Effective awk Programming, 3rd Edition

Preface

Several kinds of tasks occur repeatedly when working with text files. You might want to extract certain lines and discard the rest. Or you may need to make changes wherever certain patterns appear, but leave the rest of the file alone. Writing single-use programs for these tasks in languages such as C, C++, or Pascal is time-consuming and inconvenient. Such jobs are often easier with awk. The awk utility interprets a special-purpose programming language that makes it easy to handle simple data-reformatting jobs.

The GNU implementation of awk is called gawk; it is fully compatible with the System V Release 4 version of awk. gawk is also compatible with the POSIX specification of the awk language. This means that all properly written awk programs should work with gawk. Thus, we usually don’t distinguish between gawk and other awk implementations.

Using awk allows you to:

Manage small, personal databases
Generate reports
Validate data
Produce indexes and perform other document preparation tasks
Experiment with algorithms that you can adapt later to other computer languages

In addition, gawk provides facilities that make it easy to:

Extract bits and pieces of data for processing
Sort data
Perform simple network communications

This book teaches you about the awk language and how you can use it effectively. You should already be familiar with basic system commands, such as cat and ls,^[1] as well as basic shell facilities, such as input/output (I/O) redirection and pipes.

Implementations of the awk language are available for many different computing environments. This book, while describing the awk language in general, also describes the particular implementation of awk called gawk (which stands for “GNU awk”). gawk runs on a broad range of Unix systems, ranging from 80386 PC-based computers up through large-scale systems, such as Crays. gawk has also been ported to Mac OS X, MS-DOS, Microsoft Windows (all versions) and OS/2 PCs, Atari and Amiga microcomputers, BeOS, Tandem D20, and VMS.

History of awk and gawk

The name awk comes from the initials of its designers: Alfred V. Aho, Peter J. Weinberger, and Brian W. Kernighan. The original version of awk was written in 1977 at AT&T Bell Laboratories. In 1985, a new version made the programming language more powerful, introducing user-defined functions, multiple input streams, and computed regular expressions. This new version became widely available with Unix System V Release 3.1 (SVR3.1). The version in SVR4 added some new features and cleaned up the behavior in some of the “dark corners” of the language. The specification for awk in the POSIX Command Language and Utilities standard further clarified the language. Both the gawk designers and the original Bell Laboratories awk designers provided feedback for the POSIX specification.

Paul Rubin wrote the GNU implementation, gawk, in 1986. Jay Fenlason completed it, with advice from Richard Stallman. John Woods contributed parts of the code as well.
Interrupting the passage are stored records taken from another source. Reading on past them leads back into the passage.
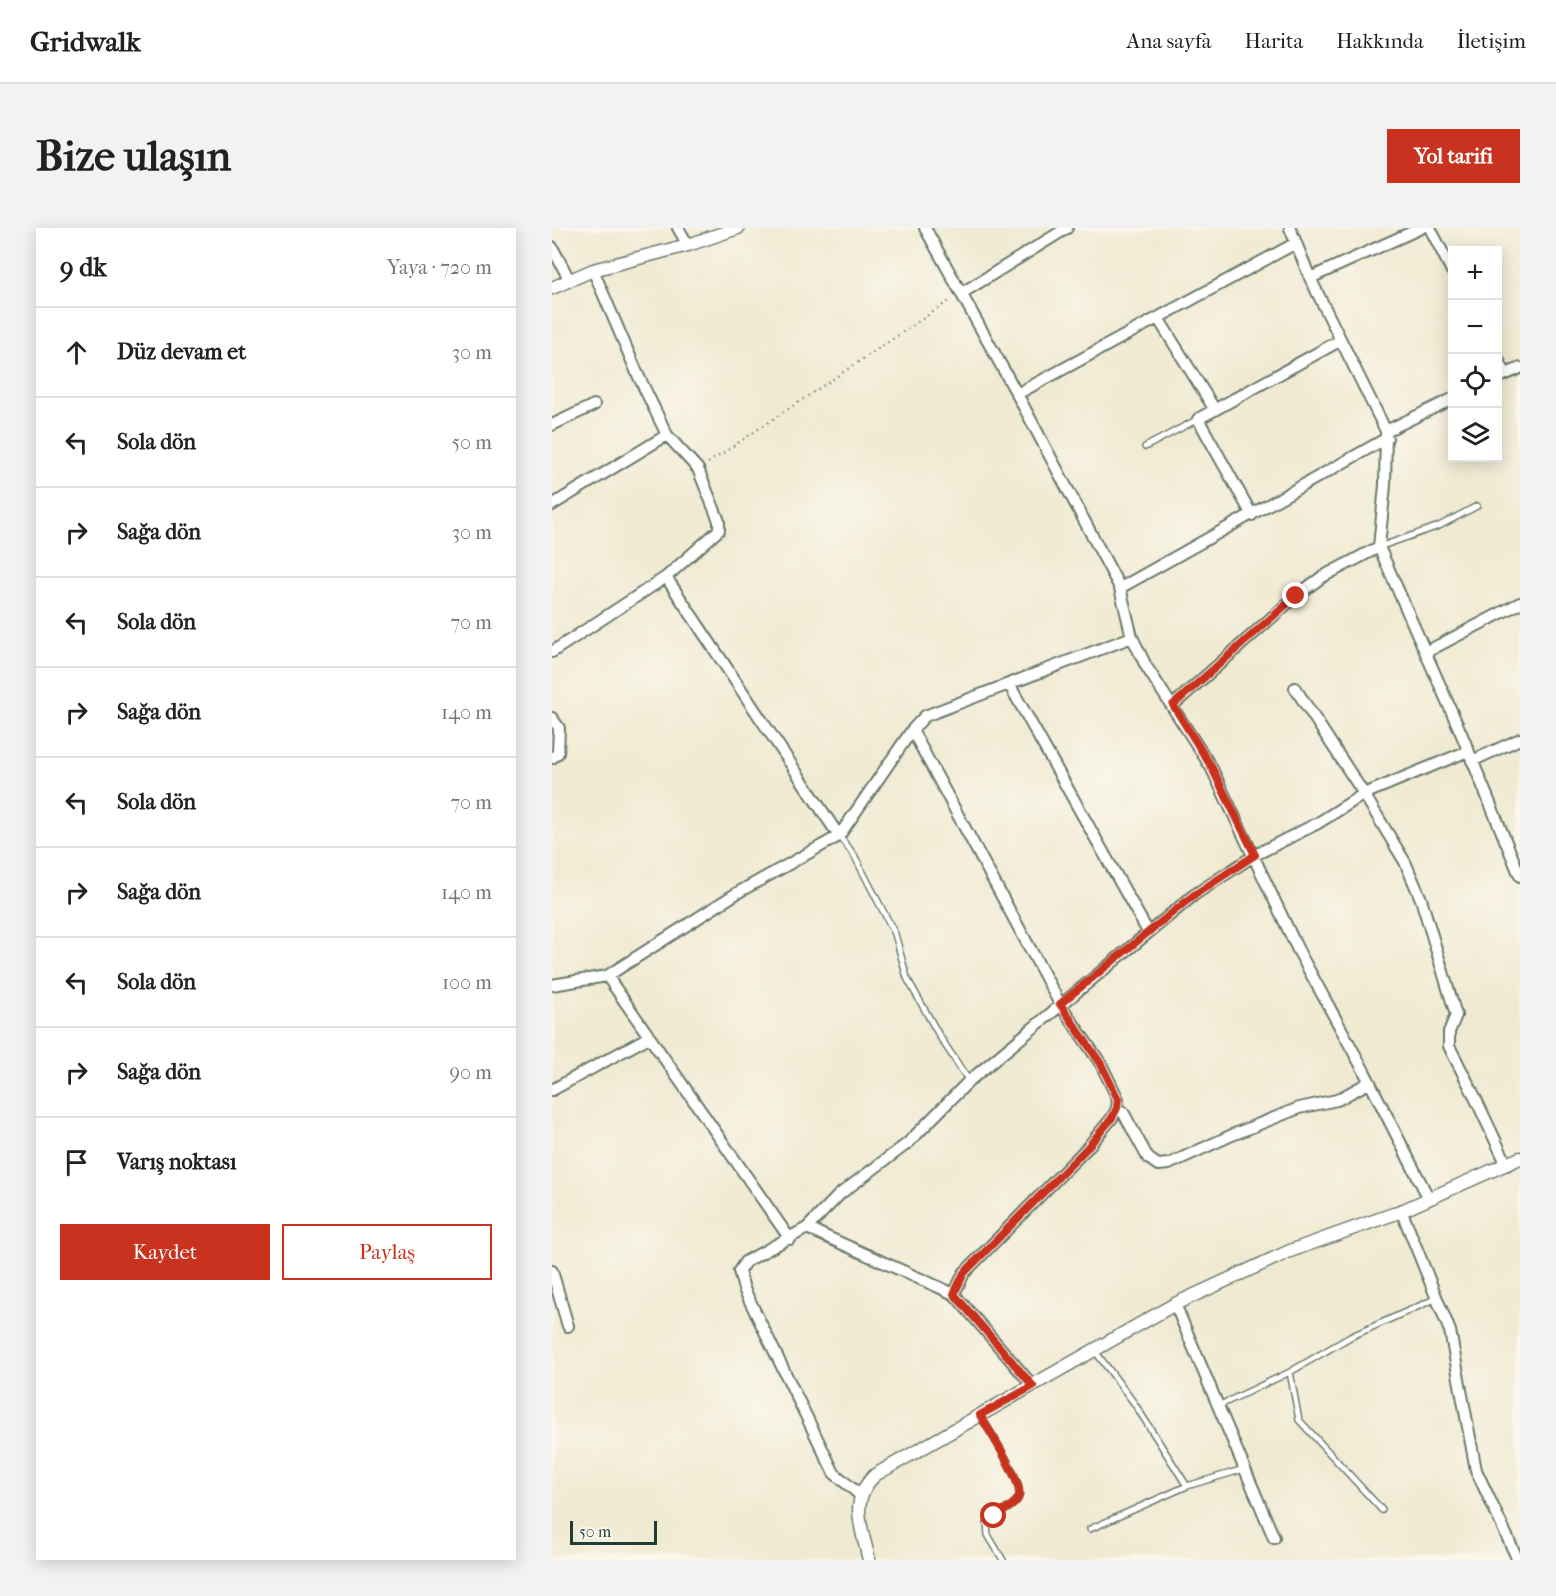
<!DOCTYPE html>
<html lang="tr">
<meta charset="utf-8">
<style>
:root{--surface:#fff;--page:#f2f2f2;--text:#202124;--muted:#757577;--line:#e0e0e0;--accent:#c8321e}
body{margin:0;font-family:"IM FELL French Canon",serif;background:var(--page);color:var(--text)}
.controls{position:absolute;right:18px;top:18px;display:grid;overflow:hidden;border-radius:0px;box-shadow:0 3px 15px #0003}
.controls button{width:54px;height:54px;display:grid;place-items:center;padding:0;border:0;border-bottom:2px solid var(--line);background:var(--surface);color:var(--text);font:30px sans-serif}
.scale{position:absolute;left:18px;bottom:15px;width:87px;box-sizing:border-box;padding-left:6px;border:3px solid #1f3d34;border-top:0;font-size:16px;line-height:21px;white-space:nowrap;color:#1f3d34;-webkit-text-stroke:4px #fbf7ec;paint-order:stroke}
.stop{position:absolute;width:18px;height:18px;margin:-14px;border:4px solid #c8321e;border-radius:50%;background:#fff}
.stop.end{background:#c8321e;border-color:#fff;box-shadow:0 2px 6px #0008}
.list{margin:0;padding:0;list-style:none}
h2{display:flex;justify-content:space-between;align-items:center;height:78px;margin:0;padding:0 24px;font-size:26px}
h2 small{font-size:20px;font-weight:400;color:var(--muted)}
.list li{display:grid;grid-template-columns:39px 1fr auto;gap:18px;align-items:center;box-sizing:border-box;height:90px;padding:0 24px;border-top:2px solid var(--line)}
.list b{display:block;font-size:22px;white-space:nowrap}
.list em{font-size:20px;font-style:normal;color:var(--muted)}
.actions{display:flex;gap:12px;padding:18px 24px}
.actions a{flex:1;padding:14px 0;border:2px solid var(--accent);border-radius:0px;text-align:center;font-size:21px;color:var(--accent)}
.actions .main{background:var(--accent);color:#fff}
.icon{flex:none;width:33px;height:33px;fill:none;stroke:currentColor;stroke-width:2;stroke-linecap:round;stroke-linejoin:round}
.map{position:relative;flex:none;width:968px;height:1332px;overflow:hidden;border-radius:0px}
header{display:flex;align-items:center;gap:36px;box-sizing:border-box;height:84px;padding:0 30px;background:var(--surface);border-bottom:2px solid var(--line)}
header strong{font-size:28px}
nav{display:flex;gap:33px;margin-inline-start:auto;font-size:21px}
.intro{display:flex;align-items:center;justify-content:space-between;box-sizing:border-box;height:144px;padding:0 36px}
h1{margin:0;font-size:42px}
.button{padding:15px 27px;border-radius:0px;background:var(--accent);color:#fff;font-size:21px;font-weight:700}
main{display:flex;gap:36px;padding:0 36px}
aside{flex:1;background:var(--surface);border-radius:0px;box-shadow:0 3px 15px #0003}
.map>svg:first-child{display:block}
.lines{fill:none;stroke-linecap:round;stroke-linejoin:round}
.service-casing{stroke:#687a6b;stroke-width:8}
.minor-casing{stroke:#687a6b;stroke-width:14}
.tertiary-casing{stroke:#687a6b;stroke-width:15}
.path{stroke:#687a6b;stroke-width:2;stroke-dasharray:1.5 4.5;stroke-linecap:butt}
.service{stroke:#fff;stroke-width:5}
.minor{stroke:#fff;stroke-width:10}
.tertiary{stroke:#fff;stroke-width:12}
.route{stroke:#c8321e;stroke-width:8}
</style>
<header>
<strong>Gridwalk</strong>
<nav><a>Ana sayfa</a><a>Harita</a><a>Hakkında</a><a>İletişim</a></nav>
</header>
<div class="intro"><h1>Bize ulaşın</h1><a class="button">Yol tarifi</a></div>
<main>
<aside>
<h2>9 dk<small>Yaya · 720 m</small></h2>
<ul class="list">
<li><svg class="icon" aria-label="ahead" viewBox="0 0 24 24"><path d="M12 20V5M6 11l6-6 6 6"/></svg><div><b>Düz devam et</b></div><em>30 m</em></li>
<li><svg class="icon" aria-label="left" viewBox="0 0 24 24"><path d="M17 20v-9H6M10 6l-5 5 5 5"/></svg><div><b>Sola dön</b></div><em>50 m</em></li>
<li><svg class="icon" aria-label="right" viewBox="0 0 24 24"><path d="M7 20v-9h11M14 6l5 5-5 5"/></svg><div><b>Sağa dön</b></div><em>30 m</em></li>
<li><svg class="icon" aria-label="left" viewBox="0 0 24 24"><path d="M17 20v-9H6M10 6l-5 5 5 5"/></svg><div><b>Sola dön</b></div><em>70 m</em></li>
<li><svg class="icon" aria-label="right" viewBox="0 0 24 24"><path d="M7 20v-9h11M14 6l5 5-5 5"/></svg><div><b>Sağa dön</b></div><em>140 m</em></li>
<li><svg class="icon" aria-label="left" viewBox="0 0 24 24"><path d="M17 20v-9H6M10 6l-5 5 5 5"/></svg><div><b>Sola dön</b></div><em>70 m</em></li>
<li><svg class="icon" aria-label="right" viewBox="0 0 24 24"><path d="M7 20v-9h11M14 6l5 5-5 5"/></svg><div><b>Sağa dön</b></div><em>140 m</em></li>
<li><svg class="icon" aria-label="left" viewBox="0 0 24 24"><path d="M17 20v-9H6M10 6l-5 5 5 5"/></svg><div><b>Sola dön</b></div><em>100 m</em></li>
<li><svg class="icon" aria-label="right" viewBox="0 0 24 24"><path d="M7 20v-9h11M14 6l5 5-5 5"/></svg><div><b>Sağa dön</b></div><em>90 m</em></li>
<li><svg class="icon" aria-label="arrive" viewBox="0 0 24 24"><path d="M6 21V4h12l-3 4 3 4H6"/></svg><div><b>Varış noktası</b></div></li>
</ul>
<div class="actions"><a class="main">Kaydet</a><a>Paylaş</a></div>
</aside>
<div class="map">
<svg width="968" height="1332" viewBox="0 0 968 1332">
<rect width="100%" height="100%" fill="#fbf7ec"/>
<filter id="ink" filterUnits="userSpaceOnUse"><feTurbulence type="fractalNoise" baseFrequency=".0167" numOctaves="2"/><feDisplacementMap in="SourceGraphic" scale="12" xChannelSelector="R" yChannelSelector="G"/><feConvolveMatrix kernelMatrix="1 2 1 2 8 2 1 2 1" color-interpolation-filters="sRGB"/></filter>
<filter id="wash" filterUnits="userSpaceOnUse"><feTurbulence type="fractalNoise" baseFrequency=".008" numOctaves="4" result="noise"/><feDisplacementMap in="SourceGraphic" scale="24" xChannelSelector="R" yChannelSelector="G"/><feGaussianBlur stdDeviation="1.35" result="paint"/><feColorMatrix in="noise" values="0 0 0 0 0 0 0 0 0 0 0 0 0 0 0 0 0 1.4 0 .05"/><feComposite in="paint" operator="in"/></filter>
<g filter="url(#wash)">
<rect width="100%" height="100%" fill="#f0ead2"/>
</g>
<g filter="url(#ink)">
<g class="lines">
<defs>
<path id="service" d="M593,219L646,191
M827,319L887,298L925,278
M287,608L302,627L343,706L355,750L388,809L417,853
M543,1123L582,1175L635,1258
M738,1144L747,1192L830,1282
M666,1178L738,1144L798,1109L885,1070
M428,1187C437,1202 471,1253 467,1268C464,1279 443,1287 435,1295L436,1307L451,1332
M538,1301L635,1258L692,1241"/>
<path id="minor" d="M126,0L136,17
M373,0L465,166L568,360L580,409L594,438L659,539L746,722L812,843L877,971
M738,0L758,50L834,203L833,257L827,319L909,505L968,648
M878,0L900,43
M0,19L17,51
M758,50L869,0
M410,65L515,0
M606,90L663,182
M945,130L954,146
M945,150L968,140
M465,166L744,15
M0,197L42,177
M834,203L900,171
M0,277L115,207
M700,287L646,191L789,112
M114,349L287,608
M568,360L835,210
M0,424L114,349L167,302V293L146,241L115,207L86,147L41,42
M874,424L968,375
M457,456L596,704
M743,460L812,566L916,523
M621,477L744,368L770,349L827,319
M0,490L7,500L6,525L0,530
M360,502L508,776L549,836L566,871L565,881L560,890L535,920L412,1045L402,1066L481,1158
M920,533L968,511
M55,748L238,1011
M0,757L55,748L185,665L287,608L360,502L373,488L580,409
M0,862L97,809
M565,881L571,884L596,930L606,937L617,936L680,907L747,880L785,872L818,854
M849,982L898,1103L924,1242L966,1332
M255,1000L402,1066
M0,1043L16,1098
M623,1076L722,1310
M309,1268L282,1245L192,1061L187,1043L193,1034L255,1000L288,966L356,915L417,853L642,667L703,627L766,595L812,566L853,634L869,671L904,787L897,804V818L920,863L955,937"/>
<path id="tertiary" d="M0,60L41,42L136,17L186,0
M317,1332C310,1300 296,1273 323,1247L623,1076L738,1023L847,984L968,930"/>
</defs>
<use href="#service" class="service-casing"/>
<use href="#minor" class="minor-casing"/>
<use href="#tertiary" class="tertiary-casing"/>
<path class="path" d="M156,235L400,71"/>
<use href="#service" class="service"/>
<use href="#minor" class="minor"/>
<use href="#tertiary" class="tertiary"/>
</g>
</g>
<g class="lines" filter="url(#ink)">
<path class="route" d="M442,1288C450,1283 465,1277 467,1268C471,1253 437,1203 428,1187L481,1158L402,1066L412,1045L535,920L560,890L565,880L566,871L549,836L508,776L642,667L703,627L659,538L621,477L744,368"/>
</g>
</svg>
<div class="controls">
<button>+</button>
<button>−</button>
<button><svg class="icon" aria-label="locate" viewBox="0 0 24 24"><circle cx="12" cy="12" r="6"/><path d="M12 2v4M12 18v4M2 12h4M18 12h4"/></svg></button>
<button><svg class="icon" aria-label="layers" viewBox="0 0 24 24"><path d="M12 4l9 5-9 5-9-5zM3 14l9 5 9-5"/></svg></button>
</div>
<div class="scale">50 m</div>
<div class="stop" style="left:442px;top:1288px"></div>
<div class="stop end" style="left:744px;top:368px"></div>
</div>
</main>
In 1988 and 1989, David Trueman, with help from me, thoroughly reworked gawk for compatibility with the newer awk. Circa 1995, I became the primary maintainer. Current development focuses on bug fixes, performance improvements, standards compliance, and occasionally, new features.

In May of 1997, Jürgen Kahrs felt the need for network access from awk, and with a little help from me, set about adding features to do this for gawk. At that time, he also wrote the bulk of TCP/IP Internetworking with gawk (a separate document, available as part of the gawk distribution). Chapter 14 is condensed from that document. His code finally became part of the main gawk distribution with gawk Version 3.1.

See Appendix A for a complete list of those who made important contributions to gawk.

A Rose by Any Other Name

The awk language has evolved over the years. Full details are provided in Appendix A. The language described in this book is often referred to as “new awk" (nawk).

Because of this, many systems have multiple versions of awk. Some systems have an awk utility that implements the original version of the awk language and a nawk utility for the new version.^[2] Others have an oawk version for the “old awk" language and plain awk for the new one. Still others only have one version, which is usually the new one.^[3]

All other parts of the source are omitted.